Edge: But law firms are tough places to please everybody. What advice would you have for someone (like a marketing director, training professional, or even a practice leader) who's going to find him- or herself hemmed in by a lot of conflicting attitudes?
Fingold: The most important piece of advice I would give is to be flexible. There are many different ways to make a point or deliver training. Take the time to understand the various types of people and practice groups you serve. Be true to your ideals but, at the same time, understand and respect where others are coming from.
You also need to accept the fact that dealing with any dynamic professional services group entails a lot of risk. I am a big believer in the use of focus groups to test out less traditional types of training. I am also guided by John Hamilton, who has a high tolerance himself for risk-taking, and I spend time talking face-to-face with attorneys to get their support and participation.
When we recently held an eight-session program on managing stress through meditation, it felt incredibly risky, because it's not something most people had considered and it involved a significant commitment of time. As it turned out, over 30 partners and associates participated in the program, and their positive response and the word of mouth that followed means that people will be much more open to attending this type of program in the future.
In the last analysis, I care deeply about my colleagues — partners, associates and staff.

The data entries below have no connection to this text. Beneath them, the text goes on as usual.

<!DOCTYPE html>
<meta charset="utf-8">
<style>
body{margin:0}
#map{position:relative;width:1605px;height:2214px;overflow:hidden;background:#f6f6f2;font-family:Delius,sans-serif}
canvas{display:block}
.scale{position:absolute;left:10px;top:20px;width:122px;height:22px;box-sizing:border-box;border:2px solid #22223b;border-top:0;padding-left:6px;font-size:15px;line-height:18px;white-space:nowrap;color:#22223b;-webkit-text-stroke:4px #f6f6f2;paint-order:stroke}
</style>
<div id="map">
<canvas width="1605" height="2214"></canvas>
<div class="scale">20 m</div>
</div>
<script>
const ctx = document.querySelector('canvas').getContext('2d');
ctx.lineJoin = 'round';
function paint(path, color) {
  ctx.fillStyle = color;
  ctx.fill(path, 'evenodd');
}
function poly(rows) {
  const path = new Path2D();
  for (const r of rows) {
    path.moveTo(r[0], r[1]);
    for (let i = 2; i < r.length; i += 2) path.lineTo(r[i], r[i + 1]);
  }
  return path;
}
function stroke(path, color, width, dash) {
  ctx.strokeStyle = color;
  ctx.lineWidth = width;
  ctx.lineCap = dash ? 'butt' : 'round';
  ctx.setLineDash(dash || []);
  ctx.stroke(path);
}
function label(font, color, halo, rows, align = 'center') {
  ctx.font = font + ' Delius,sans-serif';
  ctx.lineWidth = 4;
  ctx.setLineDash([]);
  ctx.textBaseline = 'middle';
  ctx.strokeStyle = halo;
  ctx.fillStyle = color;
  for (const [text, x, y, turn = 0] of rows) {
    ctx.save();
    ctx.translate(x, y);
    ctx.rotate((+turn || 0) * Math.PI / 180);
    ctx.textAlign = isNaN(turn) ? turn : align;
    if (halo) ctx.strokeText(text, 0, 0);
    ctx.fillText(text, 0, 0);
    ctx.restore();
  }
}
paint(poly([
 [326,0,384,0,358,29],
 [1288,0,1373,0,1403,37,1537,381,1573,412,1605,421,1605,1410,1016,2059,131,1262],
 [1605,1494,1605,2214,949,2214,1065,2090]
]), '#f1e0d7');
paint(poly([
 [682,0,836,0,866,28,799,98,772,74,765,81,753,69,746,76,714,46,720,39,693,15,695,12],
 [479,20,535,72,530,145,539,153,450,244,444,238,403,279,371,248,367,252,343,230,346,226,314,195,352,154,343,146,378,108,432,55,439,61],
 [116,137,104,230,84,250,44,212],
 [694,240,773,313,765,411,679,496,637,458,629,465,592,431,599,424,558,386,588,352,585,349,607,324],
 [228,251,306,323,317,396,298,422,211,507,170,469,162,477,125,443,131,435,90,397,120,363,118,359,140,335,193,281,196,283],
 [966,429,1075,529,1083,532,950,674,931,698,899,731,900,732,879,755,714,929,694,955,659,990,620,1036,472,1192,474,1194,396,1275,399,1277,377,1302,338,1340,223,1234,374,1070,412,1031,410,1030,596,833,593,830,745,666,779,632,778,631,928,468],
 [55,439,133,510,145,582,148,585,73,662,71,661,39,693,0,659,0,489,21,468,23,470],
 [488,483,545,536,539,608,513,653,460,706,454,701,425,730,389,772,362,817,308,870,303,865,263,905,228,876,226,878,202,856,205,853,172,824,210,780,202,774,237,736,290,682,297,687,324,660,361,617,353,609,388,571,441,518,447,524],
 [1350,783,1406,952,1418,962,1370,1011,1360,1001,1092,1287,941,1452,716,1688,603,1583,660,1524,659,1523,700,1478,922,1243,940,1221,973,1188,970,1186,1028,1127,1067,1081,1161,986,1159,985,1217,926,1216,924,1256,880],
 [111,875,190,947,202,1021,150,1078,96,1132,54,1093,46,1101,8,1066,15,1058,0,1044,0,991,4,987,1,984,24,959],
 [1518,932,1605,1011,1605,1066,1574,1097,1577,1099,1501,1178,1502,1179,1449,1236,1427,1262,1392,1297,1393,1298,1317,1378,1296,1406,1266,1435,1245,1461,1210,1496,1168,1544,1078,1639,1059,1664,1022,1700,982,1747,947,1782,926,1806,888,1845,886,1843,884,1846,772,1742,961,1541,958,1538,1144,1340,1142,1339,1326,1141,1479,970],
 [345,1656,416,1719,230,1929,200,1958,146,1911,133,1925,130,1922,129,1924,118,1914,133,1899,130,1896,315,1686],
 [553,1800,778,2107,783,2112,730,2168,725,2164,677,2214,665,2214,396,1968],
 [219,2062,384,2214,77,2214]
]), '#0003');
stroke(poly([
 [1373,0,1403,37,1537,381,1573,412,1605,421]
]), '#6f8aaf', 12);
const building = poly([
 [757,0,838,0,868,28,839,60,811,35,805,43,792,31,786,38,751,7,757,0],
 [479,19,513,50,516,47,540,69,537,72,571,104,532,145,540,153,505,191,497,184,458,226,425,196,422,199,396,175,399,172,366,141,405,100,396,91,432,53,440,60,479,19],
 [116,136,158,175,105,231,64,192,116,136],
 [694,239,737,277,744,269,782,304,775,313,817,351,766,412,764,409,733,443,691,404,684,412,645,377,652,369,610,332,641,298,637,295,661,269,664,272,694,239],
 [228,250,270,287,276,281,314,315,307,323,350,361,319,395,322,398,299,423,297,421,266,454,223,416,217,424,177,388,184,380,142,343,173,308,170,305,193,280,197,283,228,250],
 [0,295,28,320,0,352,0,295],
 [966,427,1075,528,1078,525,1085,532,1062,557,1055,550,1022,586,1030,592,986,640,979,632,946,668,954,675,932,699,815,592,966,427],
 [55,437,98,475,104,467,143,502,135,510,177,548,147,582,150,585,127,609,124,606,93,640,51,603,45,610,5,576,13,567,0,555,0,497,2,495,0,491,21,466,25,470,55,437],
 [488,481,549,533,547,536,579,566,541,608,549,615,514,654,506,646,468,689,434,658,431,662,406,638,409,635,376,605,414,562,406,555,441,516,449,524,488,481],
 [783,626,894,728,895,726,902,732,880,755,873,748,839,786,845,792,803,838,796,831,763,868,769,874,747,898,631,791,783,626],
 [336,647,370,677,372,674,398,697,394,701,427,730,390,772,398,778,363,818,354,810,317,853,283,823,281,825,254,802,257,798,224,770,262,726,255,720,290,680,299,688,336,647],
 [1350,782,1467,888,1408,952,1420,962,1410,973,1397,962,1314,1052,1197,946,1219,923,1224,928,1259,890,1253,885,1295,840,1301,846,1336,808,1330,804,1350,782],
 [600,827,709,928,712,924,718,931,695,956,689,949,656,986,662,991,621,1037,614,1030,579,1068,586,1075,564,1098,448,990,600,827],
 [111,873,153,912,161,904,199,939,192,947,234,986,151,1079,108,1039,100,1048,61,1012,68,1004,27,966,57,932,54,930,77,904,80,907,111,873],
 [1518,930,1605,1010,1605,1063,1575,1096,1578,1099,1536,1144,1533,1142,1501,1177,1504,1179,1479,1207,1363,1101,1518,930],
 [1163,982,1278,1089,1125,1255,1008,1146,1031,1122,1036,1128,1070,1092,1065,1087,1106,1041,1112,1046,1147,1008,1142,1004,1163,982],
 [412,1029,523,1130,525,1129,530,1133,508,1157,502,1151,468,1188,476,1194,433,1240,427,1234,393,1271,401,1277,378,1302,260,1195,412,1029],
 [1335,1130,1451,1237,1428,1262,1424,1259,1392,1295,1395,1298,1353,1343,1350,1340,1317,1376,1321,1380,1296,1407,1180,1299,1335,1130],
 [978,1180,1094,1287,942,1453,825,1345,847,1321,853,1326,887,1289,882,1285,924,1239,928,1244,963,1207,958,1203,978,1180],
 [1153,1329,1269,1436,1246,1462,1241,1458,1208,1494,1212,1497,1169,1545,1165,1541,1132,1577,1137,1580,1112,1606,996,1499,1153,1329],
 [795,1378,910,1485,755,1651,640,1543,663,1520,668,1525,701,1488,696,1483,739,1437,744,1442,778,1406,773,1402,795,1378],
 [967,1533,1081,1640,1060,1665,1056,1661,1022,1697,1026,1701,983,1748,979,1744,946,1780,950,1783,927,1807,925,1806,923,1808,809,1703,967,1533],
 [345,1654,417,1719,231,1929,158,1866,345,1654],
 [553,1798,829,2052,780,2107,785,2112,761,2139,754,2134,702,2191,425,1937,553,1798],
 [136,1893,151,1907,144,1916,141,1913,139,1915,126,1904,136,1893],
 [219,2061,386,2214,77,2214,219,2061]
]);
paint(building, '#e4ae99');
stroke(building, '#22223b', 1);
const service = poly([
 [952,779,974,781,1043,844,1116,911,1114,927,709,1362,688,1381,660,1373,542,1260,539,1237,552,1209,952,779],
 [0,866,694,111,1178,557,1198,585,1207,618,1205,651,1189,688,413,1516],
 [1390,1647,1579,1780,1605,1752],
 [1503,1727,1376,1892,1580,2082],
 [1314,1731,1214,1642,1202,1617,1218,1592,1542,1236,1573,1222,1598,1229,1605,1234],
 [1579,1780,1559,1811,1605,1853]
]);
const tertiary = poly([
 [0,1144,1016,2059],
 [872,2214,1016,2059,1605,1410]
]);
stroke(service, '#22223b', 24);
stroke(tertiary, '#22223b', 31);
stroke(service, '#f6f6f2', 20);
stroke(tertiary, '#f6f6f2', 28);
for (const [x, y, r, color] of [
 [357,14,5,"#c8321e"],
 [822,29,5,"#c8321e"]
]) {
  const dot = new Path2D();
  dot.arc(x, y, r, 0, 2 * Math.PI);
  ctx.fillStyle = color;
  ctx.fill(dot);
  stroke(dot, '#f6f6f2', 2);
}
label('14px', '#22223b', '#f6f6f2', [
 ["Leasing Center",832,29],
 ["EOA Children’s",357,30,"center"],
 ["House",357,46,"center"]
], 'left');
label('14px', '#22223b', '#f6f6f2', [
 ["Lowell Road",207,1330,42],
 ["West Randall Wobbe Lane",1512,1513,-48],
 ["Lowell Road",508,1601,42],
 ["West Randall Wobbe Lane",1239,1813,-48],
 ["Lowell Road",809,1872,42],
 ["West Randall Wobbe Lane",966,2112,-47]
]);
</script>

I believe everyone has value and a contribution to make to the firm and our clients. And I derive enormous personal satisfaction from helping my colleagues to grow, both personally and professionally. I think people feel my passion for my work and my belief in them, and that adds to my credibility.
At the end of the day, I ask myself, have my initiatives helped my colleagues to enjoy their work and each other more, and to be better in their chosen field, and have I helped make this firm a more internally connected place? If so, I've done my job.